Wednesday, July 24, 2019

Floors Castle



Floors Castle is a magnificent stately home set in the Roxburghe Estate near the market town of Kelso. Home to the10th Duke of Roxburghe, Floors Castle is the largest inhabited house in Scotland. Set within extensive grounds and beautiful gardens this wonderful family home is steeped in history. Built in 1721 on the banks of the River Tweed the castle offers superb views of the surrounding countryside. Only a 15 - 20 minute walk from Kelso town centre Floors Castle is a wonderful place to spend a relaxing day, absorbing the history of the grand stately rooms, once visited by Queen Victoria, strolling through the the woodland and beside the river or relaxing in the walled and millennium gardens followed by a treat in the courtyard or terrace cafe. 

Although inhabited, many parts of this historic building are open to the public.
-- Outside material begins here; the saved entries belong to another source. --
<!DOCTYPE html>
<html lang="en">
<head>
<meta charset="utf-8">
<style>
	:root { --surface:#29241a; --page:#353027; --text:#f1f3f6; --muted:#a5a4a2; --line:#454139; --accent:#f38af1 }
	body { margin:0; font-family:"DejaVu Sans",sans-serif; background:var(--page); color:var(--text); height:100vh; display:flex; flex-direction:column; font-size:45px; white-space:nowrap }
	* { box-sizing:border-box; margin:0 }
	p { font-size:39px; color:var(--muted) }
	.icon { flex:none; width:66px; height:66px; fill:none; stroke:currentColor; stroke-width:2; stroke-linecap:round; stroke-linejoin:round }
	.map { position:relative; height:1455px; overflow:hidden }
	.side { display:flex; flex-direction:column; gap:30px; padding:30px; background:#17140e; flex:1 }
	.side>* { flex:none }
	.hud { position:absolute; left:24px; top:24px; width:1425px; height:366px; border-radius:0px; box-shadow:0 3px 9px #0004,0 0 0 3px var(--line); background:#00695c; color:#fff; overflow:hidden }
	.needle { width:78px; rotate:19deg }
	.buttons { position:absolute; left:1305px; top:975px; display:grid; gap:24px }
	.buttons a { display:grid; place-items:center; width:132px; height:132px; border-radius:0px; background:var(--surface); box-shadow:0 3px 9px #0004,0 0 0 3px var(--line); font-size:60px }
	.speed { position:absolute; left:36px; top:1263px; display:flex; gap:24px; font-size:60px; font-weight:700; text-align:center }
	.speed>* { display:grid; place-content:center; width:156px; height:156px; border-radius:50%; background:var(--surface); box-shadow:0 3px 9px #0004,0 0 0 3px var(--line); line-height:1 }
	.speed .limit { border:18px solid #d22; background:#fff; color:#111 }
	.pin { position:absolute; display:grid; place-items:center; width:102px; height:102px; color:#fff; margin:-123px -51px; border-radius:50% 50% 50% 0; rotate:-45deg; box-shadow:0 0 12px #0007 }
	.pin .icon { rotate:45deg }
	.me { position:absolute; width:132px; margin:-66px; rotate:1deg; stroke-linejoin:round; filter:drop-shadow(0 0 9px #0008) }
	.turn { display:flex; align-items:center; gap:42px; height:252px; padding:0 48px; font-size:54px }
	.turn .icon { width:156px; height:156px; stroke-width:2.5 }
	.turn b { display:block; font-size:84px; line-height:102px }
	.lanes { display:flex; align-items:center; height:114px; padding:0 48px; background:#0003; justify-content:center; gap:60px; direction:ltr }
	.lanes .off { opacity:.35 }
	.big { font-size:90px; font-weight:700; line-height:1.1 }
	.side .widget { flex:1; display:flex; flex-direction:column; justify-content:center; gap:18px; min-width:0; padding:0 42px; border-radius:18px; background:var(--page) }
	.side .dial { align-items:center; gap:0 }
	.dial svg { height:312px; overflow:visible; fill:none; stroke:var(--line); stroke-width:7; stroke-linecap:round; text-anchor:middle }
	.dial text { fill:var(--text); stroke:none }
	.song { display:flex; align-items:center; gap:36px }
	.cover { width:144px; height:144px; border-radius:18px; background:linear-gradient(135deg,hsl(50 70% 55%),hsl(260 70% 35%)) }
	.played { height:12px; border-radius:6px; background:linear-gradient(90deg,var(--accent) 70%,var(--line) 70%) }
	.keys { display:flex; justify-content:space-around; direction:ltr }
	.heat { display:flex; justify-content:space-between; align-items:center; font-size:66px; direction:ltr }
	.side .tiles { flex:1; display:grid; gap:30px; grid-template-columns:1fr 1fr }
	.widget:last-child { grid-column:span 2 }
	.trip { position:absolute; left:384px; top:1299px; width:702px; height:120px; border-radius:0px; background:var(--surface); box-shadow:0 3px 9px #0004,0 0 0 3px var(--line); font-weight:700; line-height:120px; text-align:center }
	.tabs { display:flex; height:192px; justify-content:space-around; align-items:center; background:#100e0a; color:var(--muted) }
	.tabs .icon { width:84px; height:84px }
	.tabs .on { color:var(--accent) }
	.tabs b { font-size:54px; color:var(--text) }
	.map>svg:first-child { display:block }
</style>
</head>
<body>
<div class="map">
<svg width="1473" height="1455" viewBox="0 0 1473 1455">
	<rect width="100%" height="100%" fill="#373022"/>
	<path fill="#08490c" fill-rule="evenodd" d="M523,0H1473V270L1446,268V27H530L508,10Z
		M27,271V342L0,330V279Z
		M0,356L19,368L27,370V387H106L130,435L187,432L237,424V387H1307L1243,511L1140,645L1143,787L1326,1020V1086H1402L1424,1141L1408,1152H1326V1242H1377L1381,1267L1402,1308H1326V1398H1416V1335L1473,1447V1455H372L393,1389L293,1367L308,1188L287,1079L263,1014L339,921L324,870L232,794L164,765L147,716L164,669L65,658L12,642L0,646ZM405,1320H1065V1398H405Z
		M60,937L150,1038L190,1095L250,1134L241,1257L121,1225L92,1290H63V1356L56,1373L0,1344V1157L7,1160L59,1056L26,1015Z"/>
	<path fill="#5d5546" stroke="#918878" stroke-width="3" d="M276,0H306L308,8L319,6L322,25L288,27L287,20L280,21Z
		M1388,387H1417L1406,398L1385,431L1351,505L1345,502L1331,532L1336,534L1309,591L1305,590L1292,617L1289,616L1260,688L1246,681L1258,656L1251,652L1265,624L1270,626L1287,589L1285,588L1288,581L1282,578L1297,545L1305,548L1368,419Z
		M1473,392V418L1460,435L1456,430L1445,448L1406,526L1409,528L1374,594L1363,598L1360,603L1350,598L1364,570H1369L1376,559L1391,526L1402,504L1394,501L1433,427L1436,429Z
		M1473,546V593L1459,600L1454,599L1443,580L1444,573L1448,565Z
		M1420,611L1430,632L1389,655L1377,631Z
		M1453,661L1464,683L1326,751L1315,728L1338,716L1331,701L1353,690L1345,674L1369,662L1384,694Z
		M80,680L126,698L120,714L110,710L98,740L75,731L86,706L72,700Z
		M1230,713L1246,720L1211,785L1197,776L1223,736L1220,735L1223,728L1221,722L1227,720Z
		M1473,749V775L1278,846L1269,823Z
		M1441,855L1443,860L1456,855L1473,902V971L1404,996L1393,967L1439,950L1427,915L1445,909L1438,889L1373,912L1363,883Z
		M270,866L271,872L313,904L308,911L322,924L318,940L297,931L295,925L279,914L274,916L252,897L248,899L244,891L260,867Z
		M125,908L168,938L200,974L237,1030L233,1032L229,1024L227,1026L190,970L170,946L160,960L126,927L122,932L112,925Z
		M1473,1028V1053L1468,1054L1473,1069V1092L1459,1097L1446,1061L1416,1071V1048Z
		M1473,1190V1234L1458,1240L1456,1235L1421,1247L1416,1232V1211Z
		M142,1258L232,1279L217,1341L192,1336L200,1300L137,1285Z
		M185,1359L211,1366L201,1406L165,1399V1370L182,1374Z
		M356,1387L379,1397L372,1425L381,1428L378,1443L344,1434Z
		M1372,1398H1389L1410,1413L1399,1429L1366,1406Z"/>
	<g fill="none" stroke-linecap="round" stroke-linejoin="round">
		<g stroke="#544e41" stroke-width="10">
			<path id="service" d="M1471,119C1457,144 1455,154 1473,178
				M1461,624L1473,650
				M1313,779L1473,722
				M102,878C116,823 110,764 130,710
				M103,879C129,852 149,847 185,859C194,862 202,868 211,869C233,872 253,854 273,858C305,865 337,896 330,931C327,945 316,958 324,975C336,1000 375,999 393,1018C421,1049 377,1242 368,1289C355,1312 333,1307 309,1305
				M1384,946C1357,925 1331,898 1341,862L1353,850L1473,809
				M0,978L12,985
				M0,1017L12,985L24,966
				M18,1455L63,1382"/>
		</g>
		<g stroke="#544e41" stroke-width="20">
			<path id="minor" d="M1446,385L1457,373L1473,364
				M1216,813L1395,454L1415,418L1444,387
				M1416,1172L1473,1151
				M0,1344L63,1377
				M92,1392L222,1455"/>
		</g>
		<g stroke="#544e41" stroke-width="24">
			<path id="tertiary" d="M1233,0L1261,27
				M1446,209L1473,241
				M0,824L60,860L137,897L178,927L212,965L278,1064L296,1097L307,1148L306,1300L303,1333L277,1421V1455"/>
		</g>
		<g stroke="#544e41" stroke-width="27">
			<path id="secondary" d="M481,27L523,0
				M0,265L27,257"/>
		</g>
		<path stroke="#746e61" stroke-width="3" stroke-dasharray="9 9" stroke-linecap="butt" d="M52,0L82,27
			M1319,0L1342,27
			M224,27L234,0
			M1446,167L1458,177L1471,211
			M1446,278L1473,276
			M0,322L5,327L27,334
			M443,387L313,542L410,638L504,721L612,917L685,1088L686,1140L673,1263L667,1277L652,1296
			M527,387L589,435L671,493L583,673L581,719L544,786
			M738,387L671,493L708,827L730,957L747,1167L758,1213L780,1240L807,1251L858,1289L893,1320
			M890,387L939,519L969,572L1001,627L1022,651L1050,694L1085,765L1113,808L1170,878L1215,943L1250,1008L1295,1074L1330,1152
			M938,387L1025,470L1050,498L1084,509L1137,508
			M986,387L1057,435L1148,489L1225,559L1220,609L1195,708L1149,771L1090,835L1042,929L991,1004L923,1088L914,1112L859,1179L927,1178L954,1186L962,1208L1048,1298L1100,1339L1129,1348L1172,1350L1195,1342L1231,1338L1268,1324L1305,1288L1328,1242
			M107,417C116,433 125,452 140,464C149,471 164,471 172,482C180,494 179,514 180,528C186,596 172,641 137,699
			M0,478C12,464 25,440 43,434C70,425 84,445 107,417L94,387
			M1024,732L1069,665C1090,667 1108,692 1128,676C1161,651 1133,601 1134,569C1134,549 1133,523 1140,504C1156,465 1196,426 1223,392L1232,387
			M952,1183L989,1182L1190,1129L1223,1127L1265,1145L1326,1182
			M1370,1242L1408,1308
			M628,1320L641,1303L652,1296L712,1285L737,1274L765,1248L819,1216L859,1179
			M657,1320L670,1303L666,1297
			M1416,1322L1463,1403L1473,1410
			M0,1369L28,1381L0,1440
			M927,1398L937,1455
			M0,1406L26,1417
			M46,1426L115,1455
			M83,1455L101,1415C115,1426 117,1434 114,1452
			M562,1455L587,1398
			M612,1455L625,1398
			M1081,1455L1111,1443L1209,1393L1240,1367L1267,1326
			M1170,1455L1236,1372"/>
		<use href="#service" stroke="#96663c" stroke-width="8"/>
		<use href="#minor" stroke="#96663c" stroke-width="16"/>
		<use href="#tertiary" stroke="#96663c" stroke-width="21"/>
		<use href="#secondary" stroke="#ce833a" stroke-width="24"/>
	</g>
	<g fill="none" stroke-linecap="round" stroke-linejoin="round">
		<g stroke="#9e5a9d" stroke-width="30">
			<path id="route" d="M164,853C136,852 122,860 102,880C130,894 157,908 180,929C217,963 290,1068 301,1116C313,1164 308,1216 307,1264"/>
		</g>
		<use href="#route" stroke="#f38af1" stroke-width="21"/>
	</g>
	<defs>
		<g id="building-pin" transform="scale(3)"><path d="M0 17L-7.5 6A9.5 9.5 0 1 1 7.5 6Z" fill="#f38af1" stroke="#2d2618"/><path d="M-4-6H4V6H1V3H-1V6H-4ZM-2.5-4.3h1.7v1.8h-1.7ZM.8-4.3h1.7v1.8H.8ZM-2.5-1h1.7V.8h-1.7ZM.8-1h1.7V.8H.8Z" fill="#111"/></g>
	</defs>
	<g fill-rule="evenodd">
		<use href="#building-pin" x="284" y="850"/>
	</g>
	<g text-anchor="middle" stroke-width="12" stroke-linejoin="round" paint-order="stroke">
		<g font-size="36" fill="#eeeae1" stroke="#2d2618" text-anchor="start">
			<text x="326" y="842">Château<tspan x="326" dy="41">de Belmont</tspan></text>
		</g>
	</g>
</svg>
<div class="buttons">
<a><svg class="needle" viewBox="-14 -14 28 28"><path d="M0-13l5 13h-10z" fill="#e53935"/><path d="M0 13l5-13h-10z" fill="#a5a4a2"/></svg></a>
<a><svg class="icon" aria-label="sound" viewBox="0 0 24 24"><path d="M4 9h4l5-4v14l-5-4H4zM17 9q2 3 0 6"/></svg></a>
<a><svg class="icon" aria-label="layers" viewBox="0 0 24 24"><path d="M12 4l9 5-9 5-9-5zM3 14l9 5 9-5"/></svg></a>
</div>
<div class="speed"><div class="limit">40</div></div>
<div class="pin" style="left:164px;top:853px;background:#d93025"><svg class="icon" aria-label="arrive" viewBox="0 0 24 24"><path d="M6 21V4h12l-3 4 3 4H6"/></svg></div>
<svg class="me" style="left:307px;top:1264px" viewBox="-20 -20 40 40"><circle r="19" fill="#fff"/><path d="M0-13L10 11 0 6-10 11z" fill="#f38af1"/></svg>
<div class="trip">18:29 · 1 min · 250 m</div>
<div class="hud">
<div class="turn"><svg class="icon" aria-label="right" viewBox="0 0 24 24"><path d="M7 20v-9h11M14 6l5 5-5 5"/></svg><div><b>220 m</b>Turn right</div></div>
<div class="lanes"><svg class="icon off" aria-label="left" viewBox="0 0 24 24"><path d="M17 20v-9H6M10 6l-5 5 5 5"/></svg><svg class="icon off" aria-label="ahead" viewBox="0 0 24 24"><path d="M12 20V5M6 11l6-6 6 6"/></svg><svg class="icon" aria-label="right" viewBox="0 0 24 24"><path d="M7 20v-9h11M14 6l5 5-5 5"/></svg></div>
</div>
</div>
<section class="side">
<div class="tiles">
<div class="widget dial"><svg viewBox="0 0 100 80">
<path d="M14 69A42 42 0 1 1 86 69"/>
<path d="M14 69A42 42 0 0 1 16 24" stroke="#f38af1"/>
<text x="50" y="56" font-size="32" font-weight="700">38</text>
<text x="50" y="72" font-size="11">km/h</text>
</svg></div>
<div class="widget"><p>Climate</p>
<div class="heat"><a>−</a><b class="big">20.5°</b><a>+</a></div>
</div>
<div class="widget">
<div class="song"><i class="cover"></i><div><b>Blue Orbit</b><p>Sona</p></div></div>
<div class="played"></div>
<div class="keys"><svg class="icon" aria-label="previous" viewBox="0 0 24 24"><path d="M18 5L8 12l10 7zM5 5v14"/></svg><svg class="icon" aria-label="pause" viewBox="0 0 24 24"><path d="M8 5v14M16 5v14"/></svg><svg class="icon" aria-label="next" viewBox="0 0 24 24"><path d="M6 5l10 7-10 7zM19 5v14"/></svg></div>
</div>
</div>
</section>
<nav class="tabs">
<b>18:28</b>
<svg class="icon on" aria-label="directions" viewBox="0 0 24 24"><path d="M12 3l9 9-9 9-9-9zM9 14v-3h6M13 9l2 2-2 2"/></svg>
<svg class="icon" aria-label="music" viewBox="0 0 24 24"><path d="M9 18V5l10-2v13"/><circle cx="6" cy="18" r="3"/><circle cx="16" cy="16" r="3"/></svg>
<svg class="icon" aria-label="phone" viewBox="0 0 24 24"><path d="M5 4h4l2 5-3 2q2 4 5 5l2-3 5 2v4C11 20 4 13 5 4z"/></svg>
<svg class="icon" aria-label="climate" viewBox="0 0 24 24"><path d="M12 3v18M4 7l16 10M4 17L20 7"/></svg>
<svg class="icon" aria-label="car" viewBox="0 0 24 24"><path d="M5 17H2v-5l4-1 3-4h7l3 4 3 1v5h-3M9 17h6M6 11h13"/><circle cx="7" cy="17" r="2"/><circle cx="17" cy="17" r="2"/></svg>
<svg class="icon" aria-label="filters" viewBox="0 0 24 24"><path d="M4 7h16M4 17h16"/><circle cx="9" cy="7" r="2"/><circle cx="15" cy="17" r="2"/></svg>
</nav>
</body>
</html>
In addition to the splendour and grandness of the rooms and tapestries the castle contains collections of fine art, porcelain and a vast collection of stuffed birds, featuring almost every UK species, including a couple of truly enormous ones in the Golden Eagle and the Great Bustard. The castle is surrounded by beautiful gardens and extensive woodland offering riverside walks and fabulous views. In summer the walled garden is ablaze with colour and the adjacent millennium garden complete with a summer house enjoyed by Queen Victoria is a tranquil retreat. 




Gatehouse

House
Until the reformation the lands of Floors were originally held by the monks of Kelso Abbey. They were handed to Robert Ker of Cessford (later to become the 1st Earl Roxburghe) by King James VI. Floors Castle was built in 1721 for the 1st  Duke of Roxburghe, who was rewarded with the title for his role in securing a union between England and Scotland.The Castle was built incorporating and an earlier Tower House and was originally a symmetrical Georgian Country House. Between 1837 and 1847  the 6th Duke commissioned William Playfair to remodel the castle creating the  "fairytale castle" that exists today. In 1867 Queen Victoria and four of her children stayed in the castle for two nights before departing for Balmoral. 

In 1903 the 8h Duke married Mary Goelet, an American heiress who furnished the castle with her own collection of art, furniture, porcelain and tapestries brought with her her from Long Island. The present Duke and Duchess of Roxburghe continue to live in and maintain the castle. 







Gardens
surrounded by woodland are the impressive walled and millennium gardens. The flower beds in the secluded walled garden overflow with colour and the victorian glasshouses are packed with young plants and fruits. 

The formal millennium garden was created to commemorate the new millennium, featuring thinterteinihg initials of the Duke and Duchess. Within the garden is "The Queens House" which was built in 1867 for Queen Victoria to take afternoon tea during her visit.



The Walled Garden

The Walled Garden

The Millennium Garden

Grounds
Between the castle and the millennium garden is the beautiful and serene woodland garden, containing a mixture of open glades, mature trees and shrubs. A great way to explore the grounds is follow the woodland walk, meandering through the woodland and observing the many birds, owls, woodpeckers and red squirrels. 

The riverside walk along the banks of the River Tweed offers stunning views of the parkland and surrounding countryside. Look out for  the vast array of wildlife including, otters, herons and oyster catchers. 

A cycle tail runs through the grounds and is the perfect way to enjoy this magnificent estate.